Eskkar apenas notó el esfuerzo extra exigido por Yavtar, pero el bote se movió mucho más rápidamente. La mañana había traído una brisa constante desde el este, así que inclinaron la vela en dirección al viento, y eso sólo ya los habría mantenido a buena velocidad. Con seis hombres en los remos, el bote parecía moverse al doble de velocidad que la tarde anterior, mientras el agua se agitaba ruidosamente en proa. Consultó a Yavtar sobre la velocidad, preguntándole si podían avanzar con más rapidez aún.

—No es probable, señor —respondió Yavtar, sentado en la popa con el remo del timón bajo su brazo—. Remando a este ritmo todos estarán cansados cuando termine el día, se lo prometo. Mejor rezar a los dioses para que no cambie más el viento, o nos detendrá en vez de empujarnos hacia delante.

Para mantener la mente ocupada, Eskkar observó cómo soplaba el viento, y se fijaba en la manera en que el marinero de Yavtar ajustaba continuamente la vela para aprovecharlo. Hacia el mediodía, Eskkar pensó que lo había entendido y que podría incluso él mismo manejar la vela, hasta sin las órdenes de Yavtar.

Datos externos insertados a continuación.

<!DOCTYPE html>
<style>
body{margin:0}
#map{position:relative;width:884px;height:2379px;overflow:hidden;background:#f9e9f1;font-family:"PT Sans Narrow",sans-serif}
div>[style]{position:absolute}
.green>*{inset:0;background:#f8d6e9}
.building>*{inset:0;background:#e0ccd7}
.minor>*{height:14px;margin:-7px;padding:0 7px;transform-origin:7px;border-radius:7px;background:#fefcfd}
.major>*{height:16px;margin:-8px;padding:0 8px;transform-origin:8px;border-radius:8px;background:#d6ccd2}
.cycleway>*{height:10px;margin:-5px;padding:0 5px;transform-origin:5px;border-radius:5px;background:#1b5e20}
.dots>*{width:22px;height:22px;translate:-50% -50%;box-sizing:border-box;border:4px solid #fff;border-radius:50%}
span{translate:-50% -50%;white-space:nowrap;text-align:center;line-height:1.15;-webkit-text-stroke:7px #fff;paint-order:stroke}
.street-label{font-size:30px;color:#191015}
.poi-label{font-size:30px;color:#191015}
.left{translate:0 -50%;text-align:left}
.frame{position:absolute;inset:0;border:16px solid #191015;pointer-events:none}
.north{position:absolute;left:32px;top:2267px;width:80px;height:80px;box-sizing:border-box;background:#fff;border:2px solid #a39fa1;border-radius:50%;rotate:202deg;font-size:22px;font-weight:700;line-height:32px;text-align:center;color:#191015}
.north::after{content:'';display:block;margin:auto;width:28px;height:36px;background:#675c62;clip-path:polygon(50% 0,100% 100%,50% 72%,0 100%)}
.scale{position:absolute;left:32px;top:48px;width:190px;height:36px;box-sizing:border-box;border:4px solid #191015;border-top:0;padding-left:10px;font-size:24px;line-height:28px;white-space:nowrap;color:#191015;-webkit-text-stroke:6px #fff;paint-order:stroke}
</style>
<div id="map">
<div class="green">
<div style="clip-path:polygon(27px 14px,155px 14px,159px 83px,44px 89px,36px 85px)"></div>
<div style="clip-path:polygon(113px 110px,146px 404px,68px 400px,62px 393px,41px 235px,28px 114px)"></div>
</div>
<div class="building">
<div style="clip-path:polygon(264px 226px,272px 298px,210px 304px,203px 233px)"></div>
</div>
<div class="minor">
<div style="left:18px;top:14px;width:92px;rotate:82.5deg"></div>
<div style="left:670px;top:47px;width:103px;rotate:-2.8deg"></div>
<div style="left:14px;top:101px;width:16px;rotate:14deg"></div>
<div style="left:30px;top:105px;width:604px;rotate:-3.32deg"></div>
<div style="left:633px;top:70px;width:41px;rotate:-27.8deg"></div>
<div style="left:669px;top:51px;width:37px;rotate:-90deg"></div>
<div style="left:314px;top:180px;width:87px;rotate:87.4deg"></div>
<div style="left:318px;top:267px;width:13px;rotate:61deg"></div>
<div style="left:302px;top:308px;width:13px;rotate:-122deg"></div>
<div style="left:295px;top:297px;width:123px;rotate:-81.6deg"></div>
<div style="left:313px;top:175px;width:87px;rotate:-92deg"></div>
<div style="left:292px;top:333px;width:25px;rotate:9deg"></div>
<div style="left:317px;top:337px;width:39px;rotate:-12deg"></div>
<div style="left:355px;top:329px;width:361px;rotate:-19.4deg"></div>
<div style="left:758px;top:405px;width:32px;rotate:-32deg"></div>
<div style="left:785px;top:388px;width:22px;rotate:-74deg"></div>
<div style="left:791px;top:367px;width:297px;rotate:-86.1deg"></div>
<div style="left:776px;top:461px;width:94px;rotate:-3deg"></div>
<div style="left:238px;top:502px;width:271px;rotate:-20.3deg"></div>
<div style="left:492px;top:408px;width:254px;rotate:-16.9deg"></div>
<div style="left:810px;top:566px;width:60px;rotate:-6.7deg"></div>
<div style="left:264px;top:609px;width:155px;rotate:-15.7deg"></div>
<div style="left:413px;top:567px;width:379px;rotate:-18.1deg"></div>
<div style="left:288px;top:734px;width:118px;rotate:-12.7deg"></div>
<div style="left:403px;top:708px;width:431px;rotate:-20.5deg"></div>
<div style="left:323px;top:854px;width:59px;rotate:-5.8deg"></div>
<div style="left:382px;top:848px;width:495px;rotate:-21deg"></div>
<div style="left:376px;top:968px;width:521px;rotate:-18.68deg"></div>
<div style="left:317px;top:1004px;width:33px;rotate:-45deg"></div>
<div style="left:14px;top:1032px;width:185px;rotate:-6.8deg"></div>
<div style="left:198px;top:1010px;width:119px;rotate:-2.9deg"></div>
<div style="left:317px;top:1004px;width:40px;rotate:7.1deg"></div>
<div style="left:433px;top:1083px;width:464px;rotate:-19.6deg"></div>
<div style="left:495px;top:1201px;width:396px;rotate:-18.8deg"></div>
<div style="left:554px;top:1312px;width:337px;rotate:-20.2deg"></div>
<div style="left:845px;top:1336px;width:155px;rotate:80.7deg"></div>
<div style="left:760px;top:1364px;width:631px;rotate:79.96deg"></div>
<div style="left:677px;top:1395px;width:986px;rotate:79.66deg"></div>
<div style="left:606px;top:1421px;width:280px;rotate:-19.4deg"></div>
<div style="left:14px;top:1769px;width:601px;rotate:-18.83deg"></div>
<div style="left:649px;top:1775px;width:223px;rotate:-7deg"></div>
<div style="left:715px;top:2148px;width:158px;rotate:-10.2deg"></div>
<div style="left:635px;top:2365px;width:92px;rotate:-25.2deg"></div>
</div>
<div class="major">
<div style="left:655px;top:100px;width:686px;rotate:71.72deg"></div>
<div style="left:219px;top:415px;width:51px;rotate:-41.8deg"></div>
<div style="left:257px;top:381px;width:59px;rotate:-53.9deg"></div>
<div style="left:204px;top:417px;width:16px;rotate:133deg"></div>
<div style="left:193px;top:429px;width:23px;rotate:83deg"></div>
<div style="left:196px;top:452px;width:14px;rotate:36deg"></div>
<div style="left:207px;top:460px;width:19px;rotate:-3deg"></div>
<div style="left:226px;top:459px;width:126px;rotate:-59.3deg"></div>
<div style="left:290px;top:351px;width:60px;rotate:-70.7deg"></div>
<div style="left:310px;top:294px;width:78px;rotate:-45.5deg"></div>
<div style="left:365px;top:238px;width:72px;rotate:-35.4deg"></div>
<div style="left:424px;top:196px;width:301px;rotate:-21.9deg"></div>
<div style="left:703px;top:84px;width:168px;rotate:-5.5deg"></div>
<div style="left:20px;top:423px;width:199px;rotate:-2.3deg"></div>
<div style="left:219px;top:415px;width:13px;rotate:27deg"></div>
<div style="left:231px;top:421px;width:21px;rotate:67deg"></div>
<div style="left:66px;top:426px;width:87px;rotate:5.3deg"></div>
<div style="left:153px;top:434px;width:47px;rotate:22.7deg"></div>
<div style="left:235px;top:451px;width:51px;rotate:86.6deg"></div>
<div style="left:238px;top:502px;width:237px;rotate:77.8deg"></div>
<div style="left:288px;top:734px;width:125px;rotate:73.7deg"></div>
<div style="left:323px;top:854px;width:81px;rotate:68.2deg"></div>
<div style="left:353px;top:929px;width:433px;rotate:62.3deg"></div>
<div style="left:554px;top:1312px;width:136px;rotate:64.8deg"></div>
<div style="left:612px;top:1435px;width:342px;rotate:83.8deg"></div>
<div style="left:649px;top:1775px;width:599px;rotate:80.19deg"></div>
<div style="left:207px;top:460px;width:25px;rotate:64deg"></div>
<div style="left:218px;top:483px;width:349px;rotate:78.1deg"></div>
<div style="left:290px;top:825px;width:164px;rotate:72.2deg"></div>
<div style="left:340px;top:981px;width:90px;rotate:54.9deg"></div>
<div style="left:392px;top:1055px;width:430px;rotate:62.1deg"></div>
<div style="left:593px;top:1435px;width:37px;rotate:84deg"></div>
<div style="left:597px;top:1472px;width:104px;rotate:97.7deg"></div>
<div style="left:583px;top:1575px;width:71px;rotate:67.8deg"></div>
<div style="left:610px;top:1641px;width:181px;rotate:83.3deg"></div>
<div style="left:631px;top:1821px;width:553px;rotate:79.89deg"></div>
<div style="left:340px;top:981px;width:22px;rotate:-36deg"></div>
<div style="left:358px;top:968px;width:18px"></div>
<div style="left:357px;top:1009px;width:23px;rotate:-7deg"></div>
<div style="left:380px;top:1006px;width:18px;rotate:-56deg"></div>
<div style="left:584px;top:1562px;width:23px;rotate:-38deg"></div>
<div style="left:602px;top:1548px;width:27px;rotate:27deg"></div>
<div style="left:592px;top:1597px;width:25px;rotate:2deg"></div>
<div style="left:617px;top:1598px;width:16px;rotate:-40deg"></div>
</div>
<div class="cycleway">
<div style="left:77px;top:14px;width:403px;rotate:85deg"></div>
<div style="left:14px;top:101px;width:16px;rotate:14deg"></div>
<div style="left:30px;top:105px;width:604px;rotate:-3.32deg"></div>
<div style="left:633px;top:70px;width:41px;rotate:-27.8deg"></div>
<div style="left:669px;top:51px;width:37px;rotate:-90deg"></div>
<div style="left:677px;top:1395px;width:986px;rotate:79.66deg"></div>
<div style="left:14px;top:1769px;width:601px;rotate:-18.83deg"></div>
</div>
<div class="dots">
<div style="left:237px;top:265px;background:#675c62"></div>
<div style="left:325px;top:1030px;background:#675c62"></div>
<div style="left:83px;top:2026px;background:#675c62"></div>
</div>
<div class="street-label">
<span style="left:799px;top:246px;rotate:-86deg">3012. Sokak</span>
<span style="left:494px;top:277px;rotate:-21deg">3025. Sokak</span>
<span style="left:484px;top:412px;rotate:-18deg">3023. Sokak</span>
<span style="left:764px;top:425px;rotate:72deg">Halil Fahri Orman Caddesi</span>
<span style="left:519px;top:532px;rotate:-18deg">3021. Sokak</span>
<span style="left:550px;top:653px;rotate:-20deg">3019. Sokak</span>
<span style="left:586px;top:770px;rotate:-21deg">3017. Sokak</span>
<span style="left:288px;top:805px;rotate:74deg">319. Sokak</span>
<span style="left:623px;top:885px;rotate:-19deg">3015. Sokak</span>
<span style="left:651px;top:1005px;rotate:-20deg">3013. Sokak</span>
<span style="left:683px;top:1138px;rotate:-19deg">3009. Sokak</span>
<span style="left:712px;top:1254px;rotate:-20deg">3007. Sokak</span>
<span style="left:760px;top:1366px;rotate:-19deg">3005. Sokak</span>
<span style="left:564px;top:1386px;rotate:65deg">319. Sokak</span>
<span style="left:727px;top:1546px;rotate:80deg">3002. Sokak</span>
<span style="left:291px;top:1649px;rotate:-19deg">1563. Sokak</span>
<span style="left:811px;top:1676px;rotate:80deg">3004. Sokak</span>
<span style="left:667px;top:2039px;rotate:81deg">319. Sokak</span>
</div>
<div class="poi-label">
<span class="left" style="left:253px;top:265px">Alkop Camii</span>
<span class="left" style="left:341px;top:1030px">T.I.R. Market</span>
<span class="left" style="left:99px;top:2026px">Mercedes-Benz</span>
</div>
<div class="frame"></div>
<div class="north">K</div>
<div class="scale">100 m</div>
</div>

El sol del mediodía disminuyó el viento. Yavtar comenzó a observar la costa en busca de señales, hasta que encontró lo que buscaba. Una pequeña isla donde crecían dos álamos apareció cerca de la costa oeste. Yavtar giró el timón y enfiló directamente hacia un banco de arena el bote, que, al detenerse, siseó bajo Eskkar. La repentina inmovilidad le pareció extraña después del movimiento constante durante todo un día. Antes de que Eskkar pudiera cuestionar la demora, Yavtar le explicó:

—Descansaremos aquí mientras reviso los otros botes y recoloco la carga. Todos podéis estirar las piernas.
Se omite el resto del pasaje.